**Problem statement:** Write out the listing below word for word.

**Records for the exercise:**
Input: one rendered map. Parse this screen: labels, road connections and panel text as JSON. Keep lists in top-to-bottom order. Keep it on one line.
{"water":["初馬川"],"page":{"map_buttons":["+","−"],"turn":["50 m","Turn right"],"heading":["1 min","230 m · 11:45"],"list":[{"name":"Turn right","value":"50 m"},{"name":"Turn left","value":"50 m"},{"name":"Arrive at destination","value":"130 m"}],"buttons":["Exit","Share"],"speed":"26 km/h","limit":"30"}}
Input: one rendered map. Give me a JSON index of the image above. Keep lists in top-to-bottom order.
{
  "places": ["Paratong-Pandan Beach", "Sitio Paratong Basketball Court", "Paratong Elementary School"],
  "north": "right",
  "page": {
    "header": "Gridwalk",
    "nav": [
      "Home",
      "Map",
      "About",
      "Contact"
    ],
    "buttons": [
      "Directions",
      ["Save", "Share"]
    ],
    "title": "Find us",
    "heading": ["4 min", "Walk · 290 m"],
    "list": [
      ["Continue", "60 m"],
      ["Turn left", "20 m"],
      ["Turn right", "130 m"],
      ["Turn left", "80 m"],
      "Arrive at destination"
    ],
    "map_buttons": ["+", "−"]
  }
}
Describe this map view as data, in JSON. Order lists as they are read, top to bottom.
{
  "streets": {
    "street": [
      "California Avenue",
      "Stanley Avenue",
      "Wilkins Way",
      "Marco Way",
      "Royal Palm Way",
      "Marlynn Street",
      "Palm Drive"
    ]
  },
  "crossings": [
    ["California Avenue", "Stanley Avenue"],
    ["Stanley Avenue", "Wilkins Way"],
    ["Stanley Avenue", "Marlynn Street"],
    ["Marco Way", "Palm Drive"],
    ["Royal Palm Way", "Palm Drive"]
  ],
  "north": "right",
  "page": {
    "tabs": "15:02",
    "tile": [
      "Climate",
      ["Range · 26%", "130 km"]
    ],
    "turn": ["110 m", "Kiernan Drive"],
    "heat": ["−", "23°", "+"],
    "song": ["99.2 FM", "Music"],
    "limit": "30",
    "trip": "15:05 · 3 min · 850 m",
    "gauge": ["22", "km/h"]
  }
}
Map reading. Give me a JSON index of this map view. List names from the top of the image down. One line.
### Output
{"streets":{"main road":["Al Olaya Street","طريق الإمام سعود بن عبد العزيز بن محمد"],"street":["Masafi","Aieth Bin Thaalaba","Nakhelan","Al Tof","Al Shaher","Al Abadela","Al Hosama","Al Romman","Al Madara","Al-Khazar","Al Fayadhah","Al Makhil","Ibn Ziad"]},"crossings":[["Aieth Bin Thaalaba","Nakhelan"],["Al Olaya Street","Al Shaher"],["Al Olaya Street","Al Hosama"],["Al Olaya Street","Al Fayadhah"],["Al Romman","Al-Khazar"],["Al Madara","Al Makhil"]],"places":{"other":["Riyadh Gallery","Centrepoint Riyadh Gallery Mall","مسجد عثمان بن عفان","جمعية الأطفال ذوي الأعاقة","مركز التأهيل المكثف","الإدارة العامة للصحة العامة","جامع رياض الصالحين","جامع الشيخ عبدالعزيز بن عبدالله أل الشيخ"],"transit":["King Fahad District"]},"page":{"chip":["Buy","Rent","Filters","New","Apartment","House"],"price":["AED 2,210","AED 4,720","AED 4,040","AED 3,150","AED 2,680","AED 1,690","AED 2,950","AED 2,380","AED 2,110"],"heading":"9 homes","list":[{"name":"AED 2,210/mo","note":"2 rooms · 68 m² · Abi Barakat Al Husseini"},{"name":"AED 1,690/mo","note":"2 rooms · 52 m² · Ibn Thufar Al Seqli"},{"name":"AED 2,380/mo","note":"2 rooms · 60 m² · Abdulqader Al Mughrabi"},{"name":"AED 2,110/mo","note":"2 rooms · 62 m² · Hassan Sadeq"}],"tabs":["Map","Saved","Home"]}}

**Result of the task:**
Input: one rendered map. Parse this screen: labels, road connections and panel text as JSON. Keep lists in top-to-bottom order. Keep it on one line.
{"water":["初馬川"],"page":{"map_buttons":["+","−"],"turn":["50 m","Turn right"],"heading":["1 min","230 m · 11:45"],"list":[{"name":"Turn right","value":"50 m"},{"name":"Turn left","value":"50 m"},{"name":"Arrive at destination","value":"130 m"}],"buttons":["Exit","Share"],"speed":"26 km/h","limit":"30"}}
Input: one rendered map. Give me a JSON index of the image above. Keep lists in top-to-bottom order.
{
  "places": ["Paratong-Pandan Beach", "Sitio Paratong Basketball Court", "Paratong Elementary School"],
  "north": "right",
  "page": {
    "header": "Gridwalk",
    "nav": [
      "Home",
      "Map",
      "About",
      "Contact"
    ],
    "buttons": [
      "Directions",
      ["Save", "Share"]
    ],
    "title": "Find us",
    "heading": ["4 min", "Walk · 290 m"],
    "list": [
      ["Continue", "60 m"],
      ["Turn left", "20 m"],
      ["Turn right", "130 m"],
      ["Turn left", "80 m"],
      "Arrive at destination"
    ],
    "map_buttons": ["+", "−"]
  }
}
Describe this map view as data, in JSON. Order lists as they are read, top to bottom.
{
  "streets": {
    "street": [
      "California Avenue",
      "Stanley Avenue",
      "Wilkins Way",
      "Marco Way",
      "Royal Palm Way",
      "Marlynn Street",
      "Palm Drive"
    ]
  },
  "crossings": [
    ["California Avenue", "Stanley Avenue"],
    ["Stanley Avenue", "Wilkins Way"],
    ["Stanley Avenue", "Marlynn Street"],
    ["Marco Way", "Palm Drive"],
    ["Royal Palm Way", "Palm Drive"]
  ],
  "north": "right",
  "page": {
    "tabs": "15:02",
    "tile": [
      "Climate",
      ["Range · 26%", "130 km"]
    ],
    "turn": ["110 m", "Kiernan Drive"],
    "heat": ["−", "23°", "+"],
    "song": ["99.2 FM", "Music"],
    "limit": "30",
    "trip": "15:05 · 3 min · 850 m",
    "gauge": ["22", "km/h"]
  }
}
Map reading. Give me a JSON index of this map view. List names from the top of the image down. One line.
### Output
{"streets":{"main road":["Al Olaya Street","طريق الإمام سعود بن عبد العزيز بن محمد"],"street":["Masafi","Aieth Bin Thaalaba","Nakhelan","Al Tof","Al Shaher","Al Abadela","Al Hosama","Al Romman","Al Madara","Al-Khazar","Al Fayadhah","Al Makhil","Ibn Ziad"]},"crossings":[["Aieth Bin Thaalaba","Nakhelan"],["Al Olaya Street","Al Shaher"],["Al Olaya Street","Al Hosama"],["Al Olaya Street","Al Fayadhah"],["Al Romman","Al-Khazar"],["Al Madara","Al Makhil"]],"places":{"other":["Riyadh Gallery","Centrepoint Riyadh Gallery Mall","مسجد عثمان بن عفان","جمعية الأطفال ذوي الأعاقة","مركز التأهيل المكثف","الإدارة العامة للصحة العامة","جامع رياض الصالحين","جامع الشيخ عبدالعزيز بن عبدالله أل الشيخ"],"transit":["King Fahad District"]},"page":{"chip":["Buy","Rent","Filters","New","Apartment","House"],"price":["AED 2,210","AED 4,720","AED 4,040","AED 3,150","AED 2,680","AED 1,690","AED 2,950","AED 2,380","AED 2,110"],"heading":"9 homes","list":[{"name":"AED 2,210/mo","note":"2 rooms · 68 m² · Abi Barakat Al Husseini"},{"name":"AED 1,690/mo","note":"2 rooms · 52 m² · Ibn Thufar Al Seqli"},{"name":"AED 2,380/mo","note":"2 rooms · 60 m² · Abdulqader Al Mughrabi"},{"name":"AED 2,110/mo","note":"2 rooms · 62 m² · Hassan Sadeq"}],"tabs":["Map","Saved","Home"]}}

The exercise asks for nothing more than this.